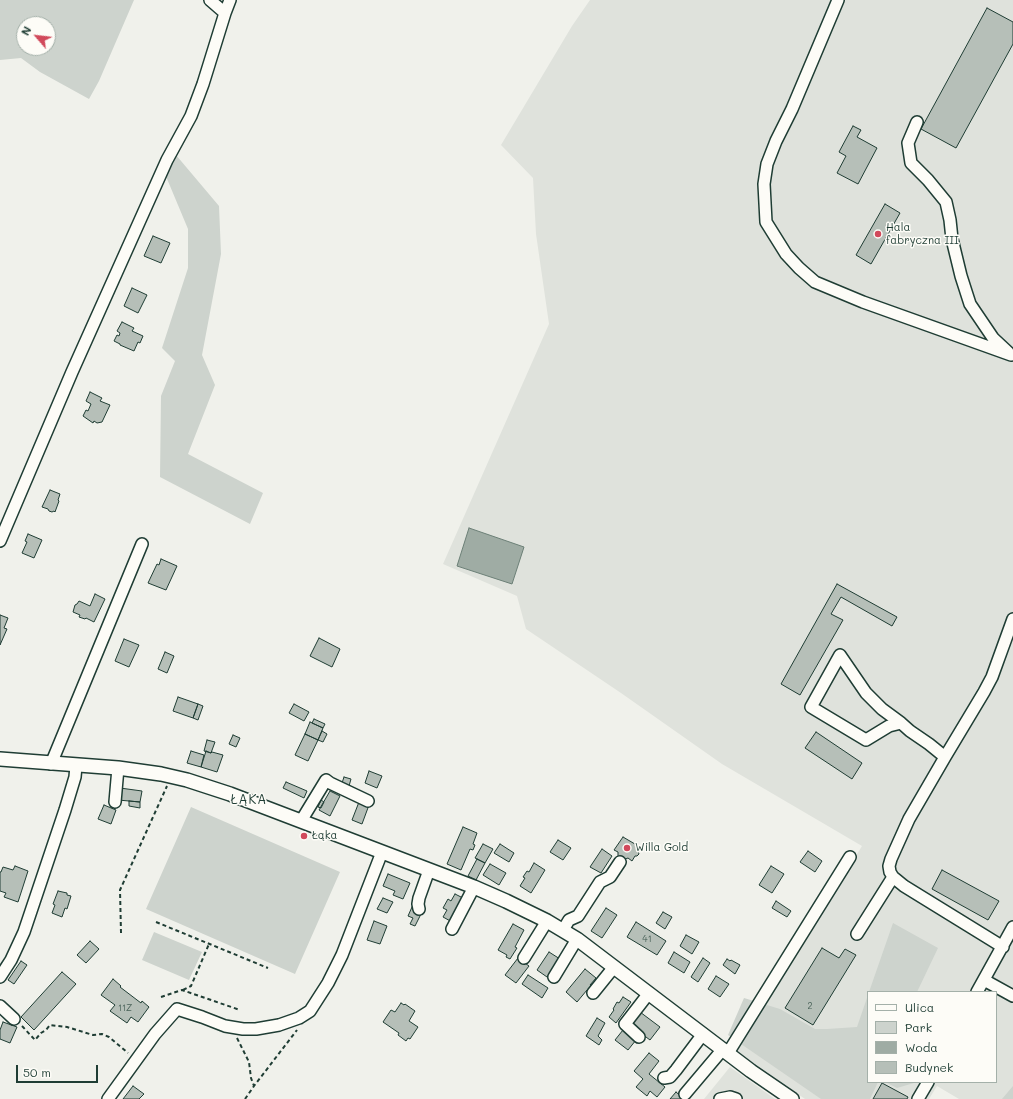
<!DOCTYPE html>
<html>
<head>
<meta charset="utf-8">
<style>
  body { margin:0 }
  #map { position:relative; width:1013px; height:1099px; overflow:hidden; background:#f0f1eb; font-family:Mali,sans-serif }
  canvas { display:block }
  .legend { position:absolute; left:867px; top:991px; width:130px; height:92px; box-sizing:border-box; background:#fdfcf7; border:1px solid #a4b0a9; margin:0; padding:5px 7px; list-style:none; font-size:12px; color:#1f3d34 }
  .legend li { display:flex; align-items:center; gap:8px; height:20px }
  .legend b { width:20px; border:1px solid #a4b0a9 }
  .north { position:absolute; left:16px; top:16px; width:40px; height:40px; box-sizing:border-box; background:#fdfcf7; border:1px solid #a4b0a9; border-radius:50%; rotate:298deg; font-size:11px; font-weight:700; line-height:16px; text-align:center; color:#1f3d34 }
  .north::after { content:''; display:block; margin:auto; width:14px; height:18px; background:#d1495b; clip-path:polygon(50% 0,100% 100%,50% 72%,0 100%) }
  .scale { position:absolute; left:16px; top:1065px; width:82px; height:18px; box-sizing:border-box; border:2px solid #1f3d34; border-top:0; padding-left:5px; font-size:12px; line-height:14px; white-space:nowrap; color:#1f3d34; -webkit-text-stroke:3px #fdfcf7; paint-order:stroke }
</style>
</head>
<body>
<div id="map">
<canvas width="1013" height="1099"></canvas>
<ul class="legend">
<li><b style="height:5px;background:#fdfcf7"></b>Ulica</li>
<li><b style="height:11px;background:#cdd3cd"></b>Park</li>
<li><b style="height:11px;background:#9faca4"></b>Woda</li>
<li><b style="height:11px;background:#b6bfb8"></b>Budynek</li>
</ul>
<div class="north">N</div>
<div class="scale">50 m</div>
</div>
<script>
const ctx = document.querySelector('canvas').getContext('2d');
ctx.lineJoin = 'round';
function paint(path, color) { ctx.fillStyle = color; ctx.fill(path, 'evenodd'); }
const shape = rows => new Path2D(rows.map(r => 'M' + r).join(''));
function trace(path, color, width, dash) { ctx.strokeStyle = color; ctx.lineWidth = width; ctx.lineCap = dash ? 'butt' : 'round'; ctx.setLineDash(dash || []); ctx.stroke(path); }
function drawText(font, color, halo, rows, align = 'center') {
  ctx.font = font + ' Mali,sans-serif'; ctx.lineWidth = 3; ctx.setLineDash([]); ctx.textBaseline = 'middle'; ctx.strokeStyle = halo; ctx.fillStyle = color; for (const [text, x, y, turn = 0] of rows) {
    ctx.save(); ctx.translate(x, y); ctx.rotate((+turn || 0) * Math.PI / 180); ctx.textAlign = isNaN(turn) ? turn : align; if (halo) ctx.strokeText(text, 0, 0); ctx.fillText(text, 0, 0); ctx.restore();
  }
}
const built = shape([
  [590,0,1013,0,1013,1099,959,1099,937,1086,929,1099,805,1099,736,1051,862,846,722,764,621,693,526,629,517,596,443,564,549,324,536,234,533,178,501,145,572,26],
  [868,992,996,992,996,1082,868,1082],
  [730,1067,775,1099,704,1099]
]);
const green = shape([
  [0,0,134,0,99,81,89,99,40,72,21,58,0,60],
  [24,24,48,24,48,48,24,48],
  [176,155,219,206,221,254,202,355,215,385,188,454,263,493,250,524,160,477,161,396,175,361,162,348,188,268,188,229,165,174],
  [191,807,340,872,295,974,146,909],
  [893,923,938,948,917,992,869,992],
  [154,932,202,952,189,980,142,960],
  [868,995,868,1082,878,1082,870,1099,821,1099,728,1035,744,998,780,1009,815,1029,827,1029,857,1027],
  [885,1082,915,1082,914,1083,897,1088],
  [1013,1086,1013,1099,1002,1099]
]);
const water = shape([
  [469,528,524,547,512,584,457,566,469,528]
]);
const building = shape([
  [987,8,1013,22,1013,44,956,148,921,129,987,8],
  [853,126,861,130,857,137,877,148,858,184,837,173,846,156,839,152,853,126],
  [885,204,900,213,871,264,856,255,885,204],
  [153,236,170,243,161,263,144,256,153,236],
  [132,288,147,295,138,313,124,306,132,288],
  [122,322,134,328,132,331,143,336,140,343,138,342,134,351,120,345,120,344,114,341,117,335,119,336,120,333,117,331,122,322],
  [90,392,102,398,100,401,110,405,102,422,97,423,94,421,93,423,83,416,86,410,88,411,91,404,86,401,90,392],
  [50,490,60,494,58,500,59,501,55,512,54,511,52,512,49,511,48,509,42,507,50,490],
  [28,534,42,540,34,558,22,553,27,542,25,541,28,534],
  [161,559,177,566,166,590,148,583,157,564,159,565,161,559],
  [837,584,897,617,892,626,841,597,831,614,843,620,800,695,781,684,837,584],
  [95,594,105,599,94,622,86,618,85,619,79,617,80,615,73,612,75,605,77,604,79,601,90,606,95,594],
  [0,615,8,618,4,628,7,629,0,645,0,615],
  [319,638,340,649,332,667,310,656,319,638],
  [124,639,139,645,129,667,115,661,124,639],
  [165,652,174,656,167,673,158,669,165,652],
  [178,697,198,704,193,718,173,711,178,697],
  [198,704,203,706,198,720,193,718,198,704],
  [294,704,309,712,304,721,289,713,294,704],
  [314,719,325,724,323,728,312,723,314,719],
  [310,722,323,728,318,740,305,734,310,722],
  [322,731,327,734,323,742,318,740,322,731],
  [816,732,862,763,852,779,805,748,816,732],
  [305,734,318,740,308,761,295,755,305,734],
  [233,735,240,738,236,747,229,744,233,735],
  [207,740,215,742,211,753,204,751,207,740],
  [191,751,204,755,201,767,187,763,191,751],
  [206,751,211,753,212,752,223,755,217,772,201,767,206,751],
  [369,771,382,776,377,788,365,783,369,771],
  [344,777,351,779,349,786,342,783,344,777],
  [286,782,307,791,304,798,283,788,286,782],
  [120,788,142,791,140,802,118,800,120,788],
  [330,791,340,796,330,816,319,810,330,791],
  [321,800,324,802,321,808,318,807,321,800],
  [129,801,140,802,140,808,129,806,129,801],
  [359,802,369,805,362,824,352,820,359,802],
  [104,805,116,810,111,824,98,819,104,805],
  [463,827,477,833,473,844,475,845,473,850,470,849,461,870,447,864,463,827],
  [623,837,640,847,638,851,639,854,637,856,635,856,632,861,628,858,623,860,618,857,618,852,614,850,623,837],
  [558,840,571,848,563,860,550,852,558,840],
  [483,844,493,849,485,863,475,858,483,844],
  [500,844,514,853,509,862,494,853,500,844],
  [602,849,612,856,601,873,590,867,602,849],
  [808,851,822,861,815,872,800,862,808,851],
  [477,859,485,863,476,880,468,876,477,859],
  [534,863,545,870,531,893,520,886,525,878,523,877,527,871,529,872,534,863],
  [490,864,506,873,499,885,483,875,490,864],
  [15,866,28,871,18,902,4,897,6,893,0,891,0,872,1,872,3,867,13,870,15,866],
  [771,866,784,874,772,893,759,885,771,866],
  [942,870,999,901,988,920,932,889,942,870],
  [388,874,410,883,403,899,393,895,395,891,383,886,388,874],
  [58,891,67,893,67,895,71,896,67,909,65,908,62,917,52,913,55,905,53,904,58,891],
  [455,894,465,899,454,923,443,917,447,910,443,908,448,899,451,901,455,894],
  [383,898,393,902,387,913,377,909,383,898],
  [776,901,791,911,787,917,772,908,776,901],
  [412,907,422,912,415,926,410,924,413,918,408,916,412,907],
  [606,908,617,915,602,938,591,931,606,908],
  [663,912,672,917,665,929,656,923,663,912],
  [374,921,387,926,380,944,367,940,374,921],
  [636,922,666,941,657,955,627,937,636,922],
  [513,924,524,930,515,947,517,948,510,959,506,957,507,955,498,950,513,924],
  [686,935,699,942,692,954,680,946,686,935],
  [90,941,99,949,86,963,77,955,90,941],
  [822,948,839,958,845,949,856,955,813,1025,785,1008,822,948],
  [549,952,560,959,547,977,537,970,549,952],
  [674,952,690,962,684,973,668,963,674,952],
  [518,958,529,966,516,983,505,975,518,958],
  [703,958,710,963,698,982,691,977,703,958],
  [727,959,730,961,731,960,740,965,735,974,723,965,727,959],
  [21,961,27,965,14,984,8,980,21,961],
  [585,969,596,978,590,985,592,987,588,992,587,990,577,1002,566,992,585,969],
  [62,972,76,984,34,1030,21,1017,62,972],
  [528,975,548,988,542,998,522,984,528,975],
  [716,976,729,984,720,997,708,989,716,976],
  [113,979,121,986,120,987,141,1003,142,1001,149,1007,138,1022,131,1017,127,1023,110,1011,115,1005,101,995,113,979],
  [623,997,631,1002,616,1023,609,1017,614,1010,613,1009,617,1002,619,1003,623,997],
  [401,1003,404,1005,405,1004,415,1011,409,1021,418,1027,410,1039,408,1038,406,1041,398,1035,399,1033,383,1022,391,1010,395,1012,401,1003],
  [640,1012,660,1027,650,1040,630,1025,640,1012],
  [597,1018,605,1023,598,1036,602,1040,599,1045,586,1036,597,1018],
  [3,1022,17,1027,10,1043,0,1039,0,1030,3,1022],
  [623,1030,636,1040,628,1050,615,1040,623,1030],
  [649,1053,659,1061,649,1074,665,1087,657,1097,650,1091,647,1096,636,1087,643,1079,634,1071,649,1053],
  [882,1083,908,1097,907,1099,873,1099,882,1083],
  [133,1086,144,1094,139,1099,123,1099,133,1086],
  [676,1092,684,1099,670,1099,676,1092]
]);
const path = shape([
  [156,922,268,968],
  [121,933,120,890,167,786],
  [183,990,191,986,209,944],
  [161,997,182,990,240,1010],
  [22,1026,35,1040,41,1033,46,1030,50,1025,67,1027,93,1035,102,1034,109,1037,128,1053],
  [237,1038,249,1062,251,1078,254,1086],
  [245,1099,254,1086,297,1030]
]);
const minor = shape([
  [210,0,225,13],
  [838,0,792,109,776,141,767,164,764,184,766,222,786,254,799,268,815,282,863,302,1011,355],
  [917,122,908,143,911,163,928,180,946,202,950,220,952,239,961,276,970,304,993,338,1008,352],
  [0,541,72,372,167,160,191,116,203,84,225,13,230,0],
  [901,723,889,726,866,740,811,707,840,655,866,693,882,709,901,723,910,731,929,744,945,757],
  [51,764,142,544],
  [115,802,118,768],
  [301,821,326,780,330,783,368,801],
  [419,909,418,904,419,898,429,870],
  [452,929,474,887],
  [563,930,569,920,578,916,600,882,610,877,620,862],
  [857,934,893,877],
  [1003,947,904,886,893,877,890,872,889,866,891,859,909,819,945,757,984,692,992,677,1013,619],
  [524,958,547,921],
  [0,977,11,960,24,932,65,810,75,777,76,766],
  [554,977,577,939],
  [984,980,1013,996],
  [977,992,1013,927],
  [593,993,614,967],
  [0,1006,14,1019],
  [639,1037,625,1024,649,993],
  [728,1053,850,857],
  [664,1078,670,1077,676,1070,703,1034],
  [685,1094,723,1049],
  [108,1099,155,1034,177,1009,202,1017,225,1026,243,1029,256,1029,279,1025,299,1018,310,1011,328,983,342,955,382,852],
  [720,1099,730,1097,736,1099],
  [918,1099,928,1082]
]);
const major = shape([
  [0,759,118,768,161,774,187,780,230,794,474,887,506,901,547,921,577,939,751,1071,792,1099]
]);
const markers = [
  [878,234,4,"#d1495b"],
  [304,836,4,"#d1495b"],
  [627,848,4,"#d1495b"]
];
const numberNames = [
  ["41",647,939],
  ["2",810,1006],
  ["11Z",125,1008]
];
const poiNames = [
  ["Hala",886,228],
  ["fabryczna III",886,241],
  ["Łąka",312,836],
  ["Willa Gold",635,848]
];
const quarterNames = [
  ["ŁĄKA",249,800]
];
paint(built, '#dfe2dc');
paint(green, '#cdd3cd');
paint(water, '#9faca4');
trace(water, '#6c8077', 1);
paint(building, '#b6bfb8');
trace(building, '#1f3d34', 1);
trace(minor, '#1f3d34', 14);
trace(major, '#1f3d34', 16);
trace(path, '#1f3d34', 2, [4, 3]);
trace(minor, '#fdfcf7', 11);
trace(major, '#fdfcf7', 13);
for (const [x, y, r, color] of markers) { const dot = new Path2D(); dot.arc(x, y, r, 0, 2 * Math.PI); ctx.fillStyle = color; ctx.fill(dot); trace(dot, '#fdfcf7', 1.5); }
drawText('9px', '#455e55', null, numberNames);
drawText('11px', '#1f3d34', '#fdfcf7', poiNames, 'left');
ctx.letterSpacing = '1px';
drawText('13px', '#1f3d34', '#fdfcf7', quarterNames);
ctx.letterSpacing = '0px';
</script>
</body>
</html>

————

== WHAT YOU HAVE TO DO ==
Repeat, word for word, the lines above between the line holding "width:20px; border:1px solid" and the line holding "position:absolute; left:16px; top:16px;", inclusive; omit everything else.

== RESPONSE FOR THIS EXERCISE ==
  .legend b { width:20px; border:1px solid #a4b0a9 }
  .north { position:absolute; left:16px; top:16px; width:40px; height:40px; box-sizing:border-box; background:#fdfcf7; border:1px solid #a4b0a9; border-radius:50%; rotate:298deg; font-size:11px; font-weight:700; line-height:16px; text-align:center; color:#1f3d34 }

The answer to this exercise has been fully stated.